Aim of the task:
Find the lines below holding the word "arrow" and copy each of them.
##### Exercise data
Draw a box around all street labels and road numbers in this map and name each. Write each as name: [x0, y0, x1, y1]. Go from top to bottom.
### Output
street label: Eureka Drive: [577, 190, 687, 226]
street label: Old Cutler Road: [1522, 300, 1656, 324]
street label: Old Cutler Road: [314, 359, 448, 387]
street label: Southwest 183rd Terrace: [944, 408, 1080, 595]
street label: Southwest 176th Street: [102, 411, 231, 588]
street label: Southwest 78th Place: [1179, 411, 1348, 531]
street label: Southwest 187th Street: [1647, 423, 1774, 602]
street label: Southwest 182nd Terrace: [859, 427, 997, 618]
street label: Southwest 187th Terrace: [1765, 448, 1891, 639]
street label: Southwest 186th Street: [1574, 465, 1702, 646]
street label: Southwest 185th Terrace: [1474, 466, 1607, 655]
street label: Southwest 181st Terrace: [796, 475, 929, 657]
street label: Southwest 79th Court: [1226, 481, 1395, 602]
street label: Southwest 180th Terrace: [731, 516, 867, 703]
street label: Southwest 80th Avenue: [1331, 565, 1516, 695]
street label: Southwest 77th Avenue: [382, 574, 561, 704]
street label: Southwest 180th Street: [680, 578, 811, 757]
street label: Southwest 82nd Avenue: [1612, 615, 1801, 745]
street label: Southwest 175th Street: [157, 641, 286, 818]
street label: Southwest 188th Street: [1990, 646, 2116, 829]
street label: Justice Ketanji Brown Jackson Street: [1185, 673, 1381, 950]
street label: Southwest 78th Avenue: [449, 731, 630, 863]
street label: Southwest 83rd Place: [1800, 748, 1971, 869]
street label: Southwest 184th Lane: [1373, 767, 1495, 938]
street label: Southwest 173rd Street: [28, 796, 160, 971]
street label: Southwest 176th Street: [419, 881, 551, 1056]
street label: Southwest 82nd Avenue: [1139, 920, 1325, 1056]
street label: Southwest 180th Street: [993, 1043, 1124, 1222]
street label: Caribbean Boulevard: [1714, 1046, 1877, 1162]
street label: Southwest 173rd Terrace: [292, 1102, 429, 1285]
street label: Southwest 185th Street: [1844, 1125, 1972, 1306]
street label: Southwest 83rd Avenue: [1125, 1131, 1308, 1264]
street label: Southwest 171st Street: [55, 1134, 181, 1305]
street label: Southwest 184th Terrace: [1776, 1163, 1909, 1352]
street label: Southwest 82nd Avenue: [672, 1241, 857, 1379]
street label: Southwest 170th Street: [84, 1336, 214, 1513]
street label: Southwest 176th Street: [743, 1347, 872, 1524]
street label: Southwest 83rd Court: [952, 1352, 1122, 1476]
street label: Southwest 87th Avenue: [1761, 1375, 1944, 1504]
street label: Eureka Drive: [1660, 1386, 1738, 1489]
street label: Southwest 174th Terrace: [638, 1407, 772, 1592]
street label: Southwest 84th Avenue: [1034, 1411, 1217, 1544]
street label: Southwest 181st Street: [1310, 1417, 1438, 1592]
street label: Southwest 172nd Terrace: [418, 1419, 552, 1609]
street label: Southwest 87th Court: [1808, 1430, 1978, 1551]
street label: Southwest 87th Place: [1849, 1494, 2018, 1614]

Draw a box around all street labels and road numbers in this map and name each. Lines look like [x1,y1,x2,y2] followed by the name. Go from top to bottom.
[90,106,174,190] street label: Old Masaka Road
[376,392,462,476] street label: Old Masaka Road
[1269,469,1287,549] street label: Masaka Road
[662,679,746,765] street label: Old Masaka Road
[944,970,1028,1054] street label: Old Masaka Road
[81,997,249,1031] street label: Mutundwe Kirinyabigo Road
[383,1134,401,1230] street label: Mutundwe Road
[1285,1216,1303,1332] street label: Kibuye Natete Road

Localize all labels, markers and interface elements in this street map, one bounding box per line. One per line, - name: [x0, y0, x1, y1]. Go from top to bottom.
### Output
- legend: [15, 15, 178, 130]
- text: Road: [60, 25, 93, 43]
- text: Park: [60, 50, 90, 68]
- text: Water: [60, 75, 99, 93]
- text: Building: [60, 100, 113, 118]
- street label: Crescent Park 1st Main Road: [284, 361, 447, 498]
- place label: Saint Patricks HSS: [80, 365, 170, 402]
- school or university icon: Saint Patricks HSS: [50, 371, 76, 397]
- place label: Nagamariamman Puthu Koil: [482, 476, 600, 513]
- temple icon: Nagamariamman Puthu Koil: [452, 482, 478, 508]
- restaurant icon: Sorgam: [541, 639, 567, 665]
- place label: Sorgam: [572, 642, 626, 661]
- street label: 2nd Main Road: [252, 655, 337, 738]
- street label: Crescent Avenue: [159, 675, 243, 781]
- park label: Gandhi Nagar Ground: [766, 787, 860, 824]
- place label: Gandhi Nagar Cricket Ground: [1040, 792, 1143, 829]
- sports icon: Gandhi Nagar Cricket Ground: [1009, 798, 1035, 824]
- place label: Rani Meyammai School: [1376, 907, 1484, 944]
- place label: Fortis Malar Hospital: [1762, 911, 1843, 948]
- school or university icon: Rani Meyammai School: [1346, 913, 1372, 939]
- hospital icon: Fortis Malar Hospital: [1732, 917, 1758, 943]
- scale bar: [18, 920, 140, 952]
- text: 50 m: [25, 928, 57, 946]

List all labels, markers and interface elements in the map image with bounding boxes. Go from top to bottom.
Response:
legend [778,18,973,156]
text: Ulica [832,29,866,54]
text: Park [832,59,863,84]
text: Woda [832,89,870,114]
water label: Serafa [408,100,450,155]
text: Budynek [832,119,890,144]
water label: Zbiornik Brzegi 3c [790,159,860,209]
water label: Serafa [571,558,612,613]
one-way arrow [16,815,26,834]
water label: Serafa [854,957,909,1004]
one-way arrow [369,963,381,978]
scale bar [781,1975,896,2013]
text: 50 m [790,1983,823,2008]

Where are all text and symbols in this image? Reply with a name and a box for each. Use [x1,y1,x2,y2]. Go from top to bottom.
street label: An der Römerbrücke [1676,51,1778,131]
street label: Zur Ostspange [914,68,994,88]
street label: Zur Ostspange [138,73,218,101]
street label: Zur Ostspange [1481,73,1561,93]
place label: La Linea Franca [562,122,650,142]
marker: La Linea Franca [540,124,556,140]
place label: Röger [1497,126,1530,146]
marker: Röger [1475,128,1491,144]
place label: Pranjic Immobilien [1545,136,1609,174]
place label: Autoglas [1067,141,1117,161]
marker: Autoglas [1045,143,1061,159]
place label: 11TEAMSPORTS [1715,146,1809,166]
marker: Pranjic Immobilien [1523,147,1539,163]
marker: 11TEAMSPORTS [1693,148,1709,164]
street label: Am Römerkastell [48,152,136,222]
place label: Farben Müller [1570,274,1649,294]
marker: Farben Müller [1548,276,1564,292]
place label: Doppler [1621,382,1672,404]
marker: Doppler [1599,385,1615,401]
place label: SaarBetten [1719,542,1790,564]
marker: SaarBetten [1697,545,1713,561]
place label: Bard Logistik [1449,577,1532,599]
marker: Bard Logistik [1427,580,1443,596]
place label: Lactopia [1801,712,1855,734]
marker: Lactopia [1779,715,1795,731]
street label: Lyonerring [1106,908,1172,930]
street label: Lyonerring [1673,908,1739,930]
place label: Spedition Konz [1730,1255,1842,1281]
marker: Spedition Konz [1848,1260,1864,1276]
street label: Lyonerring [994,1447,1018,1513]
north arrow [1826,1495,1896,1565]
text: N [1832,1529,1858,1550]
##########
Written reply:
one-way arrow [16,815,26,834]
one-way arrow [369,963,381,978]
north arrow [1826,1495,1896,1565]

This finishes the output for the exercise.